Russia has continued expanding its military bases in the Arctic region despite significant losses in its war on Ukraine, according to a new series of satellite images obtained by CNN.

NATO Secretary General Jens Stoltenberg also told CNN in an exclusive interview on Friday there is now “a significant Russian military build-up in the high north,” with recent tensions causing the alliance to “double its presence” in response.

The findings also come as a senior Western intelligence official told CNN Russia has withdrawn as much as three quarters of its land forces from the High North region near the Arctic, sending them to bolster its faltering invasion of its neighbor, Ukraine.

The satellite pictures, obtained by CNN from Maxar Technologies, show a series of Russian radar bases and runways undergoing improvements over the past year. The images do not show dramatic development, but rather the continued progress of fortifying and expanding an area analysts say is of vital importance to Russia’s defensive strategy, at a time of great strain on Moscow’s resources.

According to Maxar, the images demonstrate continued work on the radar stations at the Olenegorsk site, on the Kola Peninsula in northwest Russia, and at Vorkuta, just north of the Arctic circle. They also appear to show work moving ahead to complete one of five Rezonans-N radar systems at Ostrovnoy, a site located by the Barents Sea, near Norway and Finland in Russia’s west. The Rezonans-N are claimed by Russian officials to be able to detect stealth aircraft and objects.

At Tiksi air defense site, towards the East of Russia's arctic region, satellite imagery shows three radomes (which protect radar systems) have been built up between this October and last.

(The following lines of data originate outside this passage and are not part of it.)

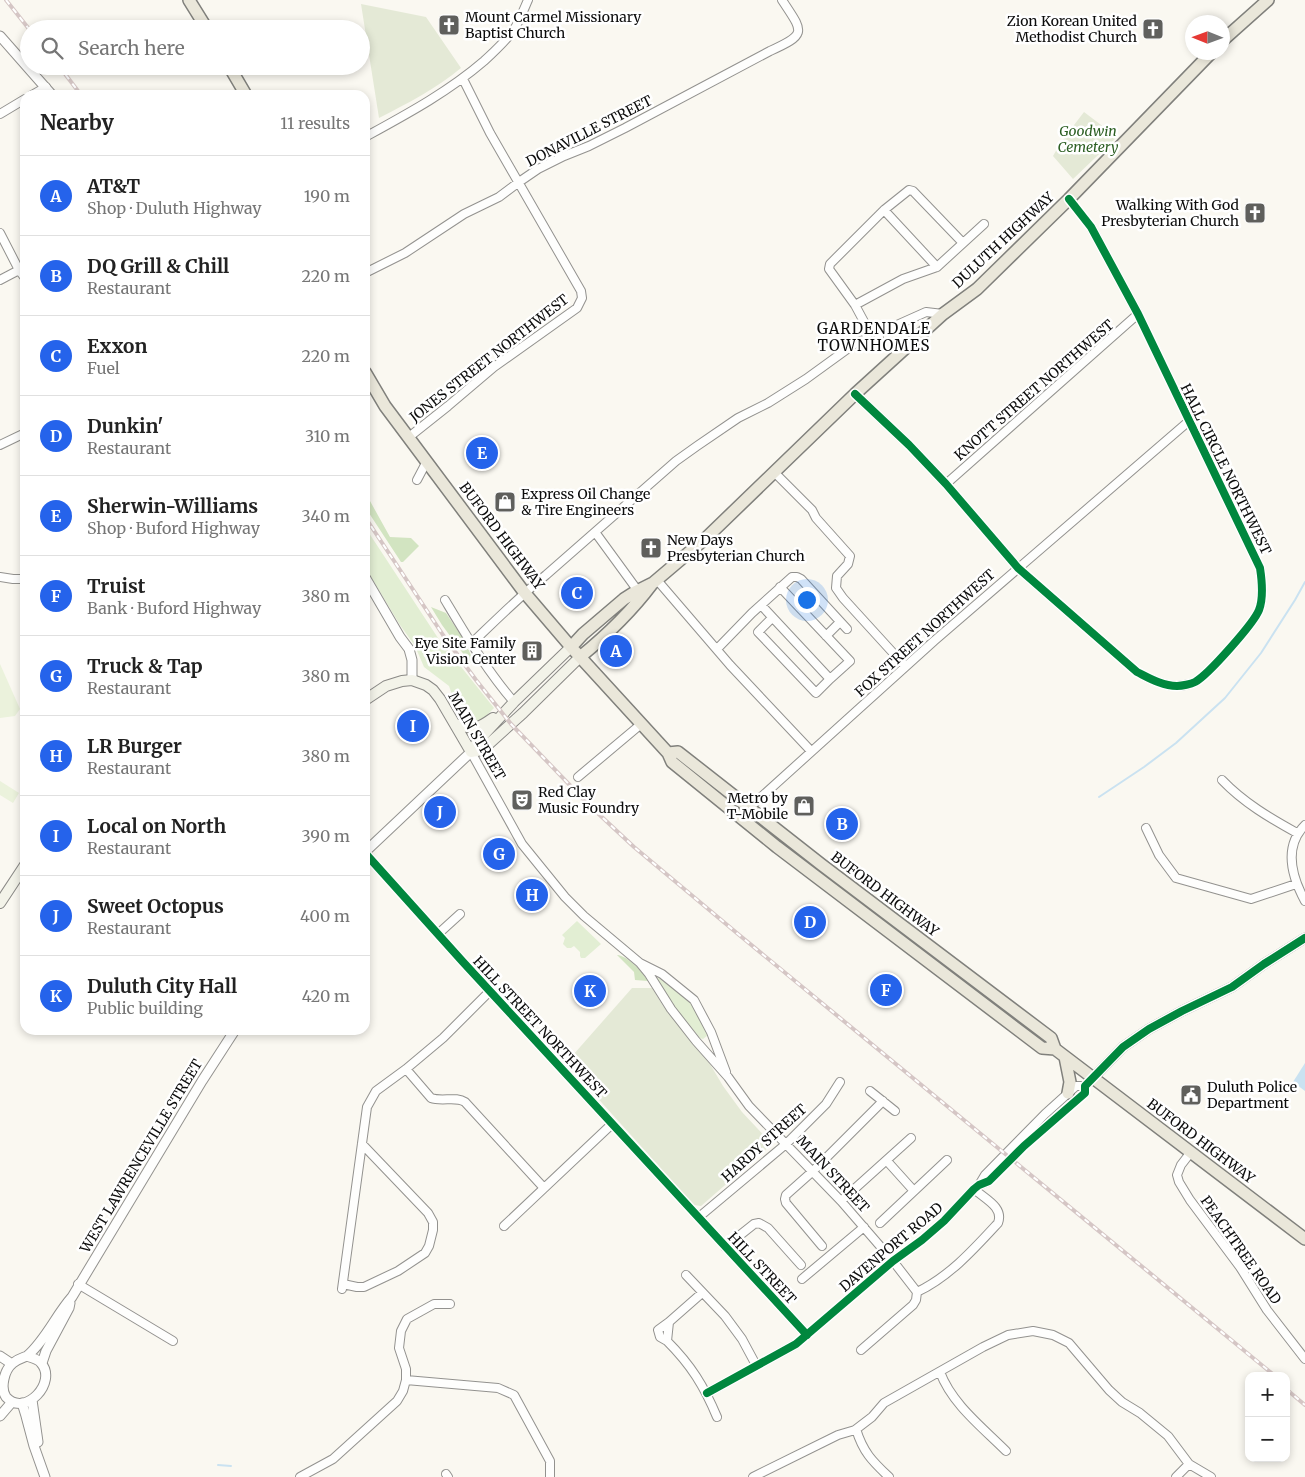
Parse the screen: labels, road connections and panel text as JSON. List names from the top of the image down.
{
  "streets": {
    "main road": ["DULUTH HIGHWAY", "BUFORD HIGHWAY", "MAIN STREET"],
    "street": [
      "DONAVILLE STREET",
      "JONES STREET NORTHWEST",
      "KNOTT STREET NORTHWEST",
      "HALL CIRCLE NORTHWEST",
      "FOX STREET NORTHWEST",
      "HILL STREET NORTHWEST",
      "HARDY STREET",
      "WEST LAWRENCEVILLE STREET",
      "DAVENPORT ROAD",
      "PEACHTREE ROAD",
      "HILL STREET"
    ]
  },
  "crossings": [
    ["DONAVILLE STREET", "JONES STREET NORTHWEST"],
    ["DULUTH HIGHWAY", "HALL CIRCLE NORTHWEST"],
    ["DULUTH HIGHWAY", "BUFORD HIGHWAY"],
    ["JONES STREET NORTHWEST", "BUFORD HIGHWAY"],
    ["KNOTT STREET NORTHWEST", "HALL CIRCLE NORTHWEST"],
    ["HALL CIRCLE NORTHWEST", "FOX STREET NORTHWEST"],
    ["BUFORD HIGHWAY", "FOX STREET NORTHWEST"],
    ["BUFORD HIGHWAY", "DAVENPORT ROAD"],
    ["BUFORD HIGHWAY", "PEACHTREE ROAD"],
    ["MAIN STREET", "HARDY STREET"],
    ["MAIN STREET", "DAVENPORT ROAD"],
    ["HILL STREET NORTHWEST", "HARDY STREET"],
    ["HILL STREET NORTHWEST", "HILL STREET"],
    ["HARDY STREET", "HILL STREET"],
    ["DAVENPORT ROAD", "HILL STREET"]
  ],
  "districts": ["GARDENDALE TOWNHOMES"],
  "parks": ["Goodwin Cemetery"],
  "places": {
    "church": [
      "Mount Carmel Missionary Baptist Church",
      "Zion Korean United Methodist Church",
      "Walking With God Presbyterian Church",
      "New Days Presbyterian Church"
    ],
    "shop": ["Express Oil Change & Tire Engineers", "Metro by T-Mobile"],
    "building": ["Eye Site Family Vision Center"],
    "theatre": ["Red Clay Music Foundry"],
    "public building": ["Duluth Police Department"]
  },
  "north": "left",
  "page": {
    "search": "Search here",
    "heading": ["Nearby", "11 results"],
    "list": [
      {
        "mark": "A",
        "name": "AT&T",
        "note": "Shop · Duluth Highway",
        "value": "190 m"
      },
      {
        "mark": "B",
        "name": "DQ Grill & Chill",
        "note": "Restaurant",
        "value": "220 m"
      },
      {
        "mark": "C",
        "name": "Exxon",
        "note": "Fuel",
        "value": "220 m"
      },
      {
        "mark": "D",
        "name": "Dunkin'",
        "note": "Restaurant",
        "value": "310 m"
      },
      {
        "mark": "E",
        "name": "Sherwin-Williams",
        "note": "Shop · Buford Highway",
        "value": "340 m"
      },
      {
        "mark": "F",
        "name": "Truist",
        "note": "Bank · Buford Highway",
        "value": "380 m"
      },
      {
        "mark": "G",
        "name": "Truck & Tap",
        "note": "Restaurant",
        "value": "380 m"
      },
      {
        "mark": "H",
        "name": "LR Burger",
        "note": "Restaurant",
        "value": "380 m"
      },
      {
        "mark": "I",
        "name": "Local on North",
        "note": "Restaurant",
        "value": "390 m"
      },
      {
        "mark": "J",
        "name": "Sweet Octopus",
        "note": "Restaurant",
        "value": "400 m"
      },
      {
        "mark": "K",
        "name": "Duluth City Hall",
        "note": "Public building",
        "value": "420 m"
      }
    ],
    "pins": [
      "E",
      "C",
      "A",
      "I",
      "J",
      "B",
      "G",
      "H",
      "D",
      "F",
      "K"
    ],
    "map_buttons": ["+", "−"]
  }
}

The remote Russian military Arctic base is located on the coast of the Laptev Sea.

Satellite image ©2022 Maxar Technologies

Three new radomes, the weatherproof enclosures used to protect radar antennas, were completed this year at the Tiksi air defense site, in the far northeast, according to Maxar’s images and analysis. There are also improvements to a runway and parking apron at Nagurskoye air base – Russia’s northernmost military facility – and runway improvements at ‘Temp’ air base, on Kotelny Island, in the northeast of the country.

Russia has been bolstering its defenses in the far north for years, refurbishing a series of old Soviet bases with modern designs and equipment.

Its Arctic region has long been key to its oil and gas sector, but also to its nuclear defenses, with a significant proportion of its sophisticated nuclear weaponry and submarine facilities in that area.

On the arctic Kola Peninsula in northwest Russia, change is visible at the Olenegorsk Radar Station, including a new building compared to the imagery from June last year.

Satellite image ©2022 Maxar Technologies

“That deterrence has always been ready,” said a senior Western intelligence official. “It’s never down to low readiness; it’s a high status all the time,” the official said.

At the start of the war with Ukraine in February some submarines were repositioned to signal “this is a real capability,” the official added, but they soon returned to standard high readiness.

NATO chief Stoltenberg reasoned: “The shortest way from Russia to North America is over the Arctic North Pole. So the strategic importance of these areas has not changed because of the war in Ukraine.”

“We see Russia reopening old Soviet bases, military sites,” he said, noting that it is also “testing novel weapons in the Arctic and the high north.”